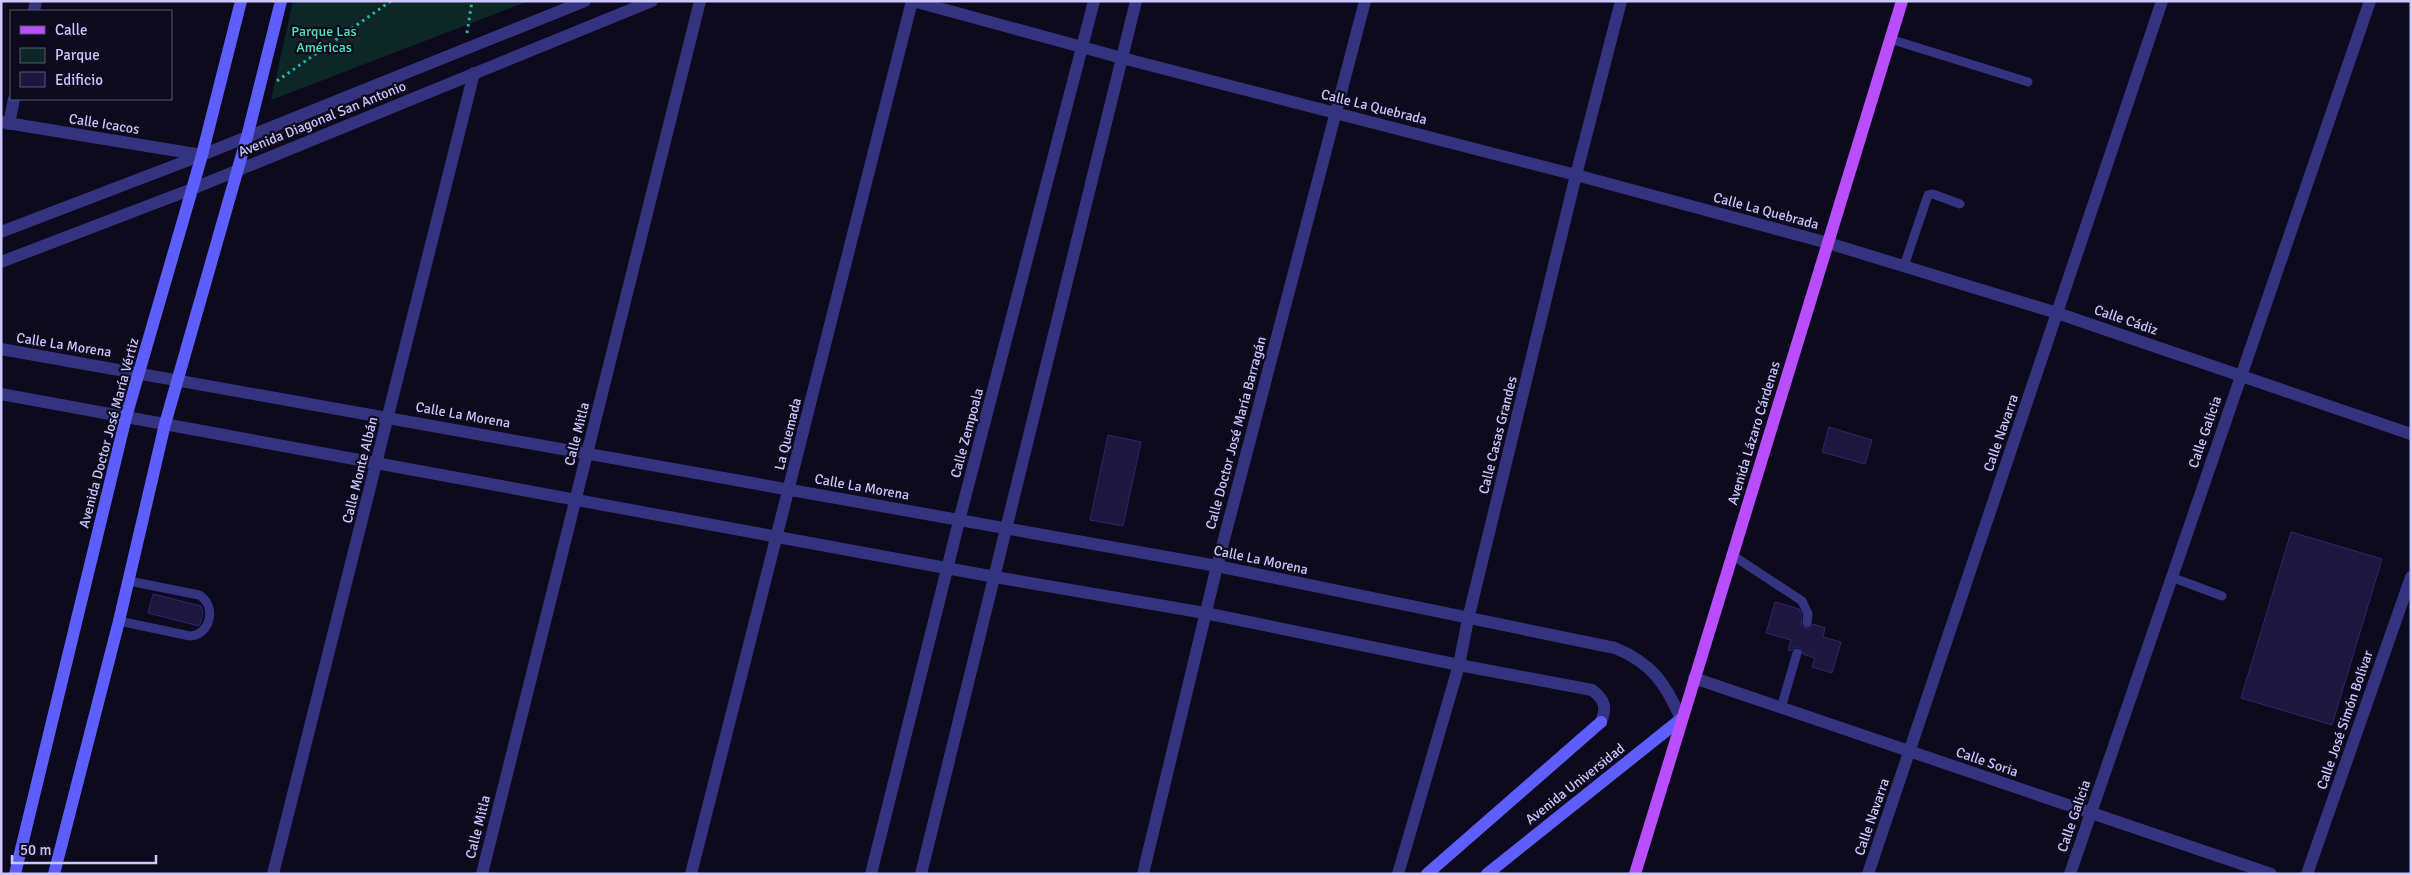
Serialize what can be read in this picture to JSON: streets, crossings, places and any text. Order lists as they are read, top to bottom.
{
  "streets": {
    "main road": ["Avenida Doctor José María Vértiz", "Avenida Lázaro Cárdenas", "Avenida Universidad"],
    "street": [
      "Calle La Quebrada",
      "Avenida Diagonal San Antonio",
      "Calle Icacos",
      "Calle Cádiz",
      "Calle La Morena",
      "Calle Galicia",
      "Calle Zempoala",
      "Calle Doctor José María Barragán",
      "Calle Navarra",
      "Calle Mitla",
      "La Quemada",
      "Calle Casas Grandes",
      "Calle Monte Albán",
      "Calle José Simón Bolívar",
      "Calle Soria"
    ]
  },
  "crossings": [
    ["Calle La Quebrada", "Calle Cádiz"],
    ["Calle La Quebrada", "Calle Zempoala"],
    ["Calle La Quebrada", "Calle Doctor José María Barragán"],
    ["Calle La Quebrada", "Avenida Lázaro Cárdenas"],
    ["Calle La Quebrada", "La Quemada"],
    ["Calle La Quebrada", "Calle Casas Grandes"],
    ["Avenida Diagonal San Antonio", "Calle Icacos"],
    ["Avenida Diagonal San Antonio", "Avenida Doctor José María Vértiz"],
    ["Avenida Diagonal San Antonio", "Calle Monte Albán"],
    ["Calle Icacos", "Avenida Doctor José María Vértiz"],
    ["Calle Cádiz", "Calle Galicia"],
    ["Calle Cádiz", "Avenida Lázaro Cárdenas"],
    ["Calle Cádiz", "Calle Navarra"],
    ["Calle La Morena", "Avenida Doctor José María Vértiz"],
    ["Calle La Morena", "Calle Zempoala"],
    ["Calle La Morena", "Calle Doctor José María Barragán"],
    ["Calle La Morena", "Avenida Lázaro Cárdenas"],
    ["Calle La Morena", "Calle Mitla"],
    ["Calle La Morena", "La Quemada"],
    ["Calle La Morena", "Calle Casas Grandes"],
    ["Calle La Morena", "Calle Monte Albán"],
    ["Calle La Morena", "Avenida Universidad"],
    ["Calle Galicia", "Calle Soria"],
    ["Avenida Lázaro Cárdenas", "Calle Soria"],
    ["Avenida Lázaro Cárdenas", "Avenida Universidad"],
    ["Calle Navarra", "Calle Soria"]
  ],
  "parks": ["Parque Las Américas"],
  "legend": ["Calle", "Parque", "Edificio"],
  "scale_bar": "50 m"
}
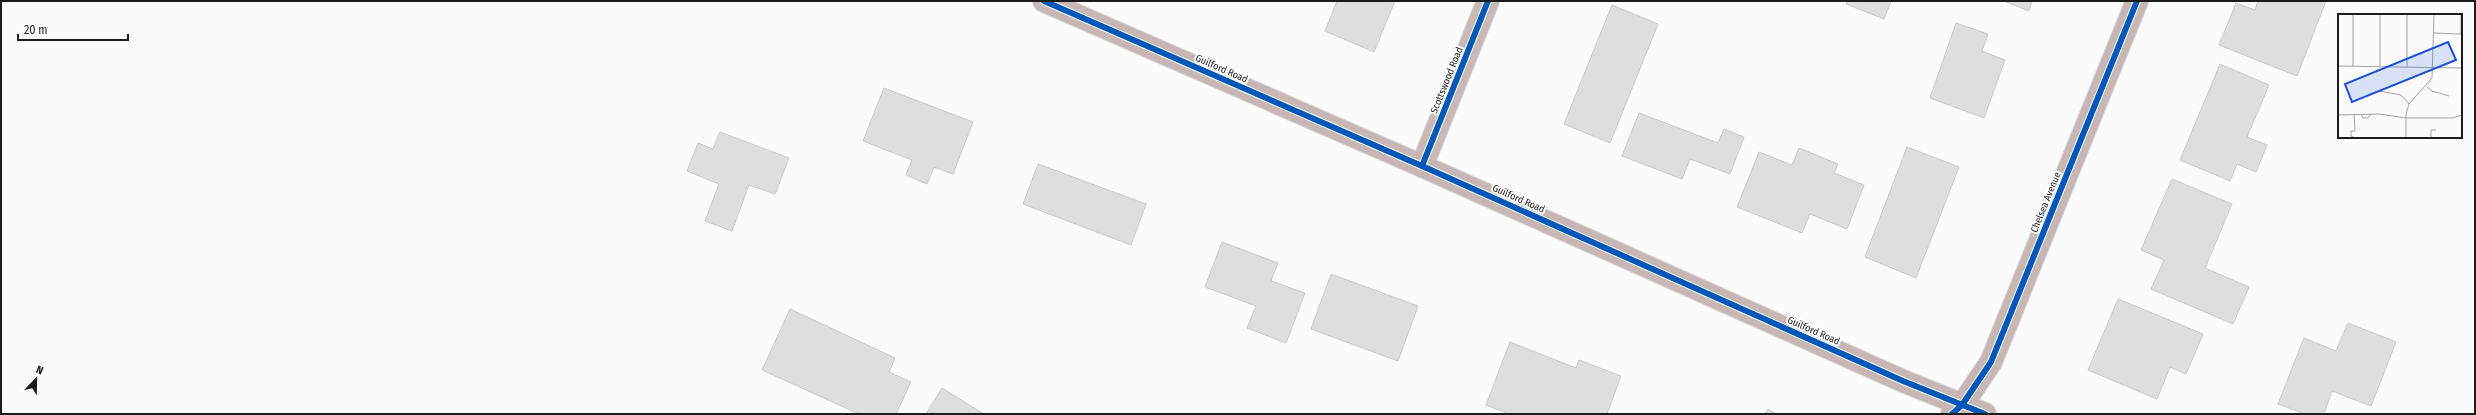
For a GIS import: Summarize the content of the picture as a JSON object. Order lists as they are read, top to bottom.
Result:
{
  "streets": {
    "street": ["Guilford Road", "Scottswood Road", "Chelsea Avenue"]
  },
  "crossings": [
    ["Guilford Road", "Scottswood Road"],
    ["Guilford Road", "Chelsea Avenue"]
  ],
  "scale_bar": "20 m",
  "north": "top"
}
========================
BRIEF
Exclude every picture and restate the listing word for word.

SOLUTION FOR THIS PROBLEM
Serialize what can be read in this picture to JSON: streets, crossings, places and any text. Order lists as they are read, top to bottom.
{
  "streets": {
    "main road": ["Avenida Doctor José María Vértiz", "Avenida Lázaro Cárdenas", "Avenida Universidad"],
    "street": [
      "Calle La Quebrada",
      "Avenida Diagonal San Antonio",
      "Calle Icacos",
      "Calle Cádiz",
      "Calle La Morena",
      "Calle Galicia",
      "Calle Zempoala",
      "Calle Doctor José María Barragán",
      "Calle Navarra",
      "Calle Mitla",
      "La Quemada",
      "Calle Casas Grandes",
      "Calle Monte Albán",
      "Calle José Simón Bolívar",
      "Calle Soria"
    ]
  },
  "crossings": [
    ["Calle La Quebrada", "Calle Cádiz"],
    ["Calle La Quebrada", "Calle Zempoala"],
    ["Calle La Quebrada", "Calle Doctor José María Barragán"],
    ["Calle La Quebrada", "Avenida Lázaro Cárdenas"],
    ["Calle La Quebrada", "La Quemada"],
    ["Calle La Quebrada", "Calle Casas Grandes"],
    ["Avenida Diagonal San Antonio", "Calle Icacos"],
    ["Avenida Diagonal San Antonio", "Avenida Doctor José María Vértiz"],
    ["Avenida Diagonal San Antonio", "Calle Monte Albán"],
    ["Calle Icacos", "Avenida Doctor José María Vértiz"],
    ["Calle Cádiz", "Calle Galicia"],
    ["Calle Cádiz", "Avenida Lázaro Cárdenas"],
    ["Calle Cádiz", "Calle Navarra"],
    ["Calle La Morena", "Avenida Doctor José María Vértiz"],
    ["Calle La Morena", "Calle Zempoala"],
    ["Calle La Morena", "Calle Doctor José María Barragán"],
    ["Calle La Morena", "Avenida Lázaro Cárdenas"],
    ["Calle La Morena", "Calle Mitla"],
    ["Calle La Morena", "La Quemada"],
    ["Calle La Morena", "Calle Casas Grandes"],
    ["Calle La Morena", "Calle Monte Albán"],
    ["Calle La Morena", "Avenida Universidad"],
    ["Calle Galicia", "Calle Soria"],
    ["Avenida Lázaro Cárdenas", "Calle Soria"],
    ["Avenida Lázaro Cárdenas", "Avenida Universidad"],
    ["Calle Navarra", "Calle Soria"]
  ],
  "parks": ["Parque Las Américas"],
  "legend": ["Calle", "Parque", "Edificio"],
  "scale_bar": "50 m"
}
For a GIS import: Summarize the content of the picture as a JSON object. Order lists as they are read, top to bottom.
Result:
{
  "streets": {
    "street": ["Guilford Road", "Scottswood Road", "Chelsea Avenue"]
  },
  "crossings": [
    ["Guilford Road", "Scottswood Road"],
    ["Guilford Road", "Chelsea Avenue"]
  ],
  "scale_bar": "20 m",
  "north": "top"
}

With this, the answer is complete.